PROBLEM TO SOLVE:
List all lines of the data containing the word "place".

*** EXTRACTED RECORDS

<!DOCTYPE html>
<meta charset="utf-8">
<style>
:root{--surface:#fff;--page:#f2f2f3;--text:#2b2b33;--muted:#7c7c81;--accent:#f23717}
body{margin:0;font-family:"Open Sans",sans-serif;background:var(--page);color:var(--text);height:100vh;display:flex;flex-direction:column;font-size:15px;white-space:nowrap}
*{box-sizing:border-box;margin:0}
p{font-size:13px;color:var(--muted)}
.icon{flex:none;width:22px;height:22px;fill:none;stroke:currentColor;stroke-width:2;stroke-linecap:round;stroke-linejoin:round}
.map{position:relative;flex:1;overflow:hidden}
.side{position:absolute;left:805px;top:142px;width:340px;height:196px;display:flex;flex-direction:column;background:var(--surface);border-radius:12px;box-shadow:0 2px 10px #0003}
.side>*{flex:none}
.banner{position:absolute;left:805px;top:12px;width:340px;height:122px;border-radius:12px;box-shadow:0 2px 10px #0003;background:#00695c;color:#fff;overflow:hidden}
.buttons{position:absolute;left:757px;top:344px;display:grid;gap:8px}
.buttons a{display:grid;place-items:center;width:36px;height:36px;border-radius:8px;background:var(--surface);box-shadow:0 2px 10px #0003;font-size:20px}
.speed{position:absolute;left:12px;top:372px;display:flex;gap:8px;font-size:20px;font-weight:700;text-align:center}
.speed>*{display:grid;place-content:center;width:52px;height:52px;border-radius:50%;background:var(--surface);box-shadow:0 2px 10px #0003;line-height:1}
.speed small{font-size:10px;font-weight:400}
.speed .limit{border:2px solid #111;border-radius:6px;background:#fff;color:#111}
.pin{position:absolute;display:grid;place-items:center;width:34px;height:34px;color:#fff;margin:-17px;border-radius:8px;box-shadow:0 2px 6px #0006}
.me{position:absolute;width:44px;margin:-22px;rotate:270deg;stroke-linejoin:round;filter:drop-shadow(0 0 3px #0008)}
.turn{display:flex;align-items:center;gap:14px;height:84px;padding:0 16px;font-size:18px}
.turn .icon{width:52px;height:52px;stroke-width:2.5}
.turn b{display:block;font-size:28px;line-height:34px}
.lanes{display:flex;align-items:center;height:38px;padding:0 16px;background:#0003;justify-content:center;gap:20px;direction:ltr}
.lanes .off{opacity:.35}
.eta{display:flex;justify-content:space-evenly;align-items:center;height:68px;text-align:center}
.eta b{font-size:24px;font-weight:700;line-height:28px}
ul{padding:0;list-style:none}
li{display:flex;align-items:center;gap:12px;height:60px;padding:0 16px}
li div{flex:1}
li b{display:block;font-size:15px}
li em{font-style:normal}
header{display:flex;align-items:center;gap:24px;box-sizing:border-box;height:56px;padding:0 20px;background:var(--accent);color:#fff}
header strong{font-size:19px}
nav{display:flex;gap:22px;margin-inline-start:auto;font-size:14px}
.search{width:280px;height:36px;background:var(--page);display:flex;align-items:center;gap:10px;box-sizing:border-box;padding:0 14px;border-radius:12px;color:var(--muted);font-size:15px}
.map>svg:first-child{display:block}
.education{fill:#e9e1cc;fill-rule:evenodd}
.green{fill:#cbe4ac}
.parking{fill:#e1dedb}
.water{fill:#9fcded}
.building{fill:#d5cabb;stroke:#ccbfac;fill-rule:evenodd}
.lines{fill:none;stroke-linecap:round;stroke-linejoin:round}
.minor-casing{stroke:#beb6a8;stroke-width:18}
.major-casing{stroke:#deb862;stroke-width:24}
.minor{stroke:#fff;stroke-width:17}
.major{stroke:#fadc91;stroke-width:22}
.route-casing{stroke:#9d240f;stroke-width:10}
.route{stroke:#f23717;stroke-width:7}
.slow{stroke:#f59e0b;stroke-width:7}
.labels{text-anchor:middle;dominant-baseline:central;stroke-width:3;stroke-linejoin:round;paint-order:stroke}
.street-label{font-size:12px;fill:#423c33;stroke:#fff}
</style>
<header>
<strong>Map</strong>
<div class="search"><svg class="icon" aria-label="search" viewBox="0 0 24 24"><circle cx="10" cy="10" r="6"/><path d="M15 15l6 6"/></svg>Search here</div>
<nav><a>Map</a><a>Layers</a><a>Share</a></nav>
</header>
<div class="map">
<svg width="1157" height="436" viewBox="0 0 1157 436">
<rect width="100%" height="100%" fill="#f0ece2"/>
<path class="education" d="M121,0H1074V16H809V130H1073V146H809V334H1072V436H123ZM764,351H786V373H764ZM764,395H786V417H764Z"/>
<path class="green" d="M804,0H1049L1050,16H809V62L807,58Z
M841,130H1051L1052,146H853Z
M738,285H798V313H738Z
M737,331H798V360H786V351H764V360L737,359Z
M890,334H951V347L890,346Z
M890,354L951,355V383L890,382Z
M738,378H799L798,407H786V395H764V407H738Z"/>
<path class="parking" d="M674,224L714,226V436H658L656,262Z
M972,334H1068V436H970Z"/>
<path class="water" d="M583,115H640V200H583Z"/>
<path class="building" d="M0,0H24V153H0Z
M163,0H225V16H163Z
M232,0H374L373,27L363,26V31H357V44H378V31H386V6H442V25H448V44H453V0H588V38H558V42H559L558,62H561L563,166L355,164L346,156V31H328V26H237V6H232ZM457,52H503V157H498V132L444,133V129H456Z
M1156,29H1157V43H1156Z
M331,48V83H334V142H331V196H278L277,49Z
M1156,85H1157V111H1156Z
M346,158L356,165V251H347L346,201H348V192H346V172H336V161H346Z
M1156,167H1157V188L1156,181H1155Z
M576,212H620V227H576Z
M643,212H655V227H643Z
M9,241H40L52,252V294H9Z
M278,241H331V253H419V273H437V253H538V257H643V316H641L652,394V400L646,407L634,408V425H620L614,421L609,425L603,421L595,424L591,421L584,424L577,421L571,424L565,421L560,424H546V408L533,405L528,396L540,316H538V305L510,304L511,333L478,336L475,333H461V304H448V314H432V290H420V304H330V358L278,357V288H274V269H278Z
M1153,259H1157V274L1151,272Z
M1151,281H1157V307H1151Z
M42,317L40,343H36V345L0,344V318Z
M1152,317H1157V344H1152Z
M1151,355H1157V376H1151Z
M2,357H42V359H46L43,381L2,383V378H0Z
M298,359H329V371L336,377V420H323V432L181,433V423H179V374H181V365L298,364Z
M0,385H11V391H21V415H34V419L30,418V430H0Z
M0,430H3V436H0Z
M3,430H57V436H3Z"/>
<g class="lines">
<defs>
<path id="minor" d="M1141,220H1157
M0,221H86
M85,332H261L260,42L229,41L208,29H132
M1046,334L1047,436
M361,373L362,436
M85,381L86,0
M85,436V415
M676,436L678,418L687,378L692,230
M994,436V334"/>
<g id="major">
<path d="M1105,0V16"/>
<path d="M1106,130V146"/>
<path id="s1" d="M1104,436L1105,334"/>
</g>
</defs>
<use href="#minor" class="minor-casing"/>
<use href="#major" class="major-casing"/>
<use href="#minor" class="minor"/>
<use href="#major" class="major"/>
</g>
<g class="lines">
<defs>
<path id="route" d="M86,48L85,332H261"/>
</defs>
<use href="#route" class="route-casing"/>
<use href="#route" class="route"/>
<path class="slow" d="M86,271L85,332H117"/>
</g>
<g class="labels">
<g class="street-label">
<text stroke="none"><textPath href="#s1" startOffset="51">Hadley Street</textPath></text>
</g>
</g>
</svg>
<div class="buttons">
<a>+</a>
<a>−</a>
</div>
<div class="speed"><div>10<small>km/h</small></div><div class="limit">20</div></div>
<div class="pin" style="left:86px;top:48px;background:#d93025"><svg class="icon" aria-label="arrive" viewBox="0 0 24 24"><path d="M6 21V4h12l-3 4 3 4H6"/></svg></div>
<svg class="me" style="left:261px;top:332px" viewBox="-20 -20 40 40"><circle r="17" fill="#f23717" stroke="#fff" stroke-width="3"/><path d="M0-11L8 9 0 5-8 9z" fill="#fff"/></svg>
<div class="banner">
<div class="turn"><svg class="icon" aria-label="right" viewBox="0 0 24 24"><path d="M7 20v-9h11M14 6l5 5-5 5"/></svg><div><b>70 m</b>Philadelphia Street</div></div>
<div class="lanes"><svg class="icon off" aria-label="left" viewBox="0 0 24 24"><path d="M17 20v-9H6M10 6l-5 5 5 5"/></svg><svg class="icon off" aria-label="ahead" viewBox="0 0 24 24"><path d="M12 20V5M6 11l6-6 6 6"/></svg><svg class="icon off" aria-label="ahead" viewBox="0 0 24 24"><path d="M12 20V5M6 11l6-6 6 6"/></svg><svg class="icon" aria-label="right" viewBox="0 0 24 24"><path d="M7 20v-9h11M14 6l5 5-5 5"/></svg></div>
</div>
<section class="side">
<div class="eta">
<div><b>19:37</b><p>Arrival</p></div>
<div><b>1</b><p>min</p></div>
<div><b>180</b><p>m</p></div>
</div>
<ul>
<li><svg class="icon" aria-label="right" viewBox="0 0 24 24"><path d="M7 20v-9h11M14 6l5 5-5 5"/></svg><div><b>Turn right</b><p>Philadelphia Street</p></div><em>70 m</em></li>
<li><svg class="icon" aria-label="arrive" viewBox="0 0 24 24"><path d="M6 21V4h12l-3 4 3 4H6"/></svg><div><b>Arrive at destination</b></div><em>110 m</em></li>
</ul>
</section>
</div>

******

FINISHED EXERCISE:
.buttons a{display:grid;place-items:center;width:36px;height:36px;border-radius:8px;background:var(--surface);box-shadow:0 2px 10px #0003;font-size:20px}
.speed>*{display:grid;place-content:center;width:52px;height:52px;border-radius:50%;background:var(--surface);box-shadow:0 2px 10px #0003;line-height:1}
.pin{position:absolute;display:grid;place-items:center;width:34px;height:34px;color:#fff;margin:-17px;border-radius:8px;box-shadow:0 2px 6px #0006}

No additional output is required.